What to look at in the SPX curve
Now that we had a 100 handle down day I thought it would be instructive to muse on the SPX volatility curve. I have put out several TWTR posts on midday curves using Edge Hunter Curve to help traders get a grasp of some of the activity in the Implied Volatility. Focus on these two things: the slope of the OTM options and rise or decline of the absolute volatility ATM.

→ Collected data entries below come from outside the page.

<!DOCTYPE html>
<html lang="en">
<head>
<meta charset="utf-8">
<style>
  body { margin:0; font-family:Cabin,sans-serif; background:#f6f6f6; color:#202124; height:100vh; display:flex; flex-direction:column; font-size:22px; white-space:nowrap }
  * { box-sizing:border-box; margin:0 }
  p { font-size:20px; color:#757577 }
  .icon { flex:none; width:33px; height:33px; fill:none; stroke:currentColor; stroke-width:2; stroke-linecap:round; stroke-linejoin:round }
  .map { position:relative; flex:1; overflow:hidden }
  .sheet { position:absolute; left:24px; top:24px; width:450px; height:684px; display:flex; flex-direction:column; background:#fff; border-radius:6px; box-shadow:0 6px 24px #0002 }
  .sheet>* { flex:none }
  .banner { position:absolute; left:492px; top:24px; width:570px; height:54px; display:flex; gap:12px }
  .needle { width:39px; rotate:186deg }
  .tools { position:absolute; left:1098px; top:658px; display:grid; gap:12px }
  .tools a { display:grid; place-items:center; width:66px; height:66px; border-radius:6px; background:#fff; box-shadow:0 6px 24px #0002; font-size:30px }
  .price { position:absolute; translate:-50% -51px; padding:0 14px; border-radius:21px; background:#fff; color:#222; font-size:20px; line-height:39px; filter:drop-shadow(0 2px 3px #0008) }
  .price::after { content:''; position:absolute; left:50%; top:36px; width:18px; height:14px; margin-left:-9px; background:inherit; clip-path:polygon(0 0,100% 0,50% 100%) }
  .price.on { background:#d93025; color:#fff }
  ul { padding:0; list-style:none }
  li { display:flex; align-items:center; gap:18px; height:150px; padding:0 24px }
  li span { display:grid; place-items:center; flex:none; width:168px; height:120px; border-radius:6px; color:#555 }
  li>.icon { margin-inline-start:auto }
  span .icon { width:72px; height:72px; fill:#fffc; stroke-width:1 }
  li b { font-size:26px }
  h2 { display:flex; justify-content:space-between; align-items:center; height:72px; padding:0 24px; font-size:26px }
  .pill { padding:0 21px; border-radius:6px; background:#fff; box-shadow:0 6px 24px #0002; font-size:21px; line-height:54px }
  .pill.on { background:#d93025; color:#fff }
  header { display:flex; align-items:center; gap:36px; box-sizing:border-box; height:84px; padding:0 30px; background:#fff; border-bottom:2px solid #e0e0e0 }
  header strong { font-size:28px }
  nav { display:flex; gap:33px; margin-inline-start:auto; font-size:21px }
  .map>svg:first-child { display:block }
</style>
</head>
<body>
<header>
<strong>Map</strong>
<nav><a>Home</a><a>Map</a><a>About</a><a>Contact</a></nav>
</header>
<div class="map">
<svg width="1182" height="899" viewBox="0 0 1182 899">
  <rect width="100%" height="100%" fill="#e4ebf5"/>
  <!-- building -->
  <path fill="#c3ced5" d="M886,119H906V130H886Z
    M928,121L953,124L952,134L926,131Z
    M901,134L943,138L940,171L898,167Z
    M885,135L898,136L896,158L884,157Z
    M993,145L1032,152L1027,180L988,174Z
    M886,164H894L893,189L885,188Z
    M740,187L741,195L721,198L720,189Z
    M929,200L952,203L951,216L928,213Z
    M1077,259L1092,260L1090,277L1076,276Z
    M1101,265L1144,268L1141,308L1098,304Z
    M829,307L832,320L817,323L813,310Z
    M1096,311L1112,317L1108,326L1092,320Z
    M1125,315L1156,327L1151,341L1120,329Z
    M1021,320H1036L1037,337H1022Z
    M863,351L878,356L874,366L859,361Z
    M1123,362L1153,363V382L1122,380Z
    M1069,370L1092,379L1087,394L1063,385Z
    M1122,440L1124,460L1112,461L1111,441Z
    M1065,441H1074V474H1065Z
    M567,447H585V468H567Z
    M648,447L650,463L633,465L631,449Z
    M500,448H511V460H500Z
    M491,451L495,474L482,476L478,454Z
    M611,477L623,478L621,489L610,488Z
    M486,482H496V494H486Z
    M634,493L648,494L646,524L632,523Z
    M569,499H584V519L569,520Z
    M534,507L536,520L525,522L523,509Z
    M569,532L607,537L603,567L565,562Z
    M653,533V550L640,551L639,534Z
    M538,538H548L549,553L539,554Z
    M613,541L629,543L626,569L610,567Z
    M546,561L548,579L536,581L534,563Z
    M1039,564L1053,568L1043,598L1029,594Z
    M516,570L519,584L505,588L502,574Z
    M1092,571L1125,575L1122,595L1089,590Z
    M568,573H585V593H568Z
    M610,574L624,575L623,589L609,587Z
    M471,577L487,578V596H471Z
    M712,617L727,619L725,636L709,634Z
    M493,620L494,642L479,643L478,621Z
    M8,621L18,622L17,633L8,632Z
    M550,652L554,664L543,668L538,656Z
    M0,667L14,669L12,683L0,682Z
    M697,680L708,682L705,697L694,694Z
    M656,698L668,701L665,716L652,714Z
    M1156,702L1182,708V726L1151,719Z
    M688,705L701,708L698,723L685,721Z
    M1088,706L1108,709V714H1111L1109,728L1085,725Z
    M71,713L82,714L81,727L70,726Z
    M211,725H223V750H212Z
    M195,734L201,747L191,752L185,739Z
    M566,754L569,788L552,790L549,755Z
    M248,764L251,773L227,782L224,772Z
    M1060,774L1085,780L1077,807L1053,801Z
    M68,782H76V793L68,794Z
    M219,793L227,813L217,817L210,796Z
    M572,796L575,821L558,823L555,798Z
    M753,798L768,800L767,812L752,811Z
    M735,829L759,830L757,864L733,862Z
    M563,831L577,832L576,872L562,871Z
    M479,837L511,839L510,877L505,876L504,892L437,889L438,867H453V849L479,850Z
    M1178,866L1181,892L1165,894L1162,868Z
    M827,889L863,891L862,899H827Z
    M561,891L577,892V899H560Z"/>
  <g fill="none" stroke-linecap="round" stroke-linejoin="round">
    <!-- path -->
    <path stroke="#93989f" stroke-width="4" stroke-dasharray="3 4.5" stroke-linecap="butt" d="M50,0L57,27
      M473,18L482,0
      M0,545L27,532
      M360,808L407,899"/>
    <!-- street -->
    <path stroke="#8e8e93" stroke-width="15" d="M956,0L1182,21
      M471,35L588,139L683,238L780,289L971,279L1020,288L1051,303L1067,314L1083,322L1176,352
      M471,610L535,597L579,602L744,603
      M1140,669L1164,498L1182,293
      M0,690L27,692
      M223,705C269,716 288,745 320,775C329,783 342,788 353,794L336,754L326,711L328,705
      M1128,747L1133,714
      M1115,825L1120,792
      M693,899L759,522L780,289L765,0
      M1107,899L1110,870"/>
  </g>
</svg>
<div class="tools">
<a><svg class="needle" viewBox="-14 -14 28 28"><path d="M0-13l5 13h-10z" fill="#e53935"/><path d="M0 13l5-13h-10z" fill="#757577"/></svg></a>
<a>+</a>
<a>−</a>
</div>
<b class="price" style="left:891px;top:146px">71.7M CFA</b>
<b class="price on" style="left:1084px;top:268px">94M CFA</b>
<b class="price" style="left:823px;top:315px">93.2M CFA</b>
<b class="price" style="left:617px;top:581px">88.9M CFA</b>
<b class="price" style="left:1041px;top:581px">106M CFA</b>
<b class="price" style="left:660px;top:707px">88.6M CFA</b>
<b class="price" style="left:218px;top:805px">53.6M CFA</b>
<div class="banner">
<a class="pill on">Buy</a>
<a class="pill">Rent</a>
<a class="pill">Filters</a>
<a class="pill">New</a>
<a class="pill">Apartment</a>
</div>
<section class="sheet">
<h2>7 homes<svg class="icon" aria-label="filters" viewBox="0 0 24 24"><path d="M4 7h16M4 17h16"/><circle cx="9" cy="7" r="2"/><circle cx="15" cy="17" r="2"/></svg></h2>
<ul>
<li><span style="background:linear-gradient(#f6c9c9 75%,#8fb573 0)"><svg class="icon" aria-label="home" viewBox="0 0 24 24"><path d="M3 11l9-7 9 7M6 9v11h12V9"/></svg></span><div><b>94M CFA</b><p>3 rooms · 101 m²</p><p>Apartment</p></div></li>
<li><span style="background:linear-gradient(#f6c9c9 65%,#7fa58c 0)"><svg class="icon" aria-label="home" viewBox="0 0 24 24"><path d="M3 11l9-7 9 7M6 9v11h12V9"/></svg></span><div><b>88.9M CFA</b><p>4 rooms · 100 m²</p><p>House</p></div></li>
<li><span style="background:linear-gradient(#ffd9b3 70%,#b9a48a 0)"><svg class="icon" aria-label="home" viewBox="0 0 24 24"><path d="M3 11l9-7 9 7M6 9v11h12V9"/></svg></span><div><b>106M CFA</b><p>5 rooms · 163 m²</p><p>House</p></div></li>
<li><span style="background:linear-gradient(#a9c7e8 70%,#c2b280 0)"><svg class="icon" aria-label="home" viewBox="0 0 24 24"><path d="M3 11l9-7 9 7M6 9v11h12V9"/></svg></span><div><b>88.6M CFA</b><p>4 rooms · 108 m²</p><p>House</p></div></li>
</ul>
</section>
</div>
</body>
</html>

How the SPX curve moves in the OTM options
I traded SPX for a year in the mid-90s. One of the things I learned was that the volatility curve inflects from the ATM straddle. Put curve slope moveS in a direction up or down and so do the upside call curves. Each term has a unique curve but back then there were no Weeklys. In general, but not always, the lower the IV ATM the steeper the curves go OTM. For instance we were looking at steeper skew just last week into the FOMC with lower ATM volatility. Today as you can see from chart below that is not the case.
The whole SPX curve can shift up or down
It gets more confusing in that the ATM can shift up or down. Just a move in SPX will generate a new ATM volatility. The difference is how “sticky” that volatility is to the new ATM strike. There are several different types of trades one can generate around these shifts. When the IV ATM is rising, the vol traders usually think a move is for real and jack up the volatility ahead of the action.
Today’s move was mostly curve flattening
What happened today is the SPX moved so much implied volatility jumped up at each strike relative to the ATM. This morning the big curve flattening was a tell the market makers were adjusting to a bigger move.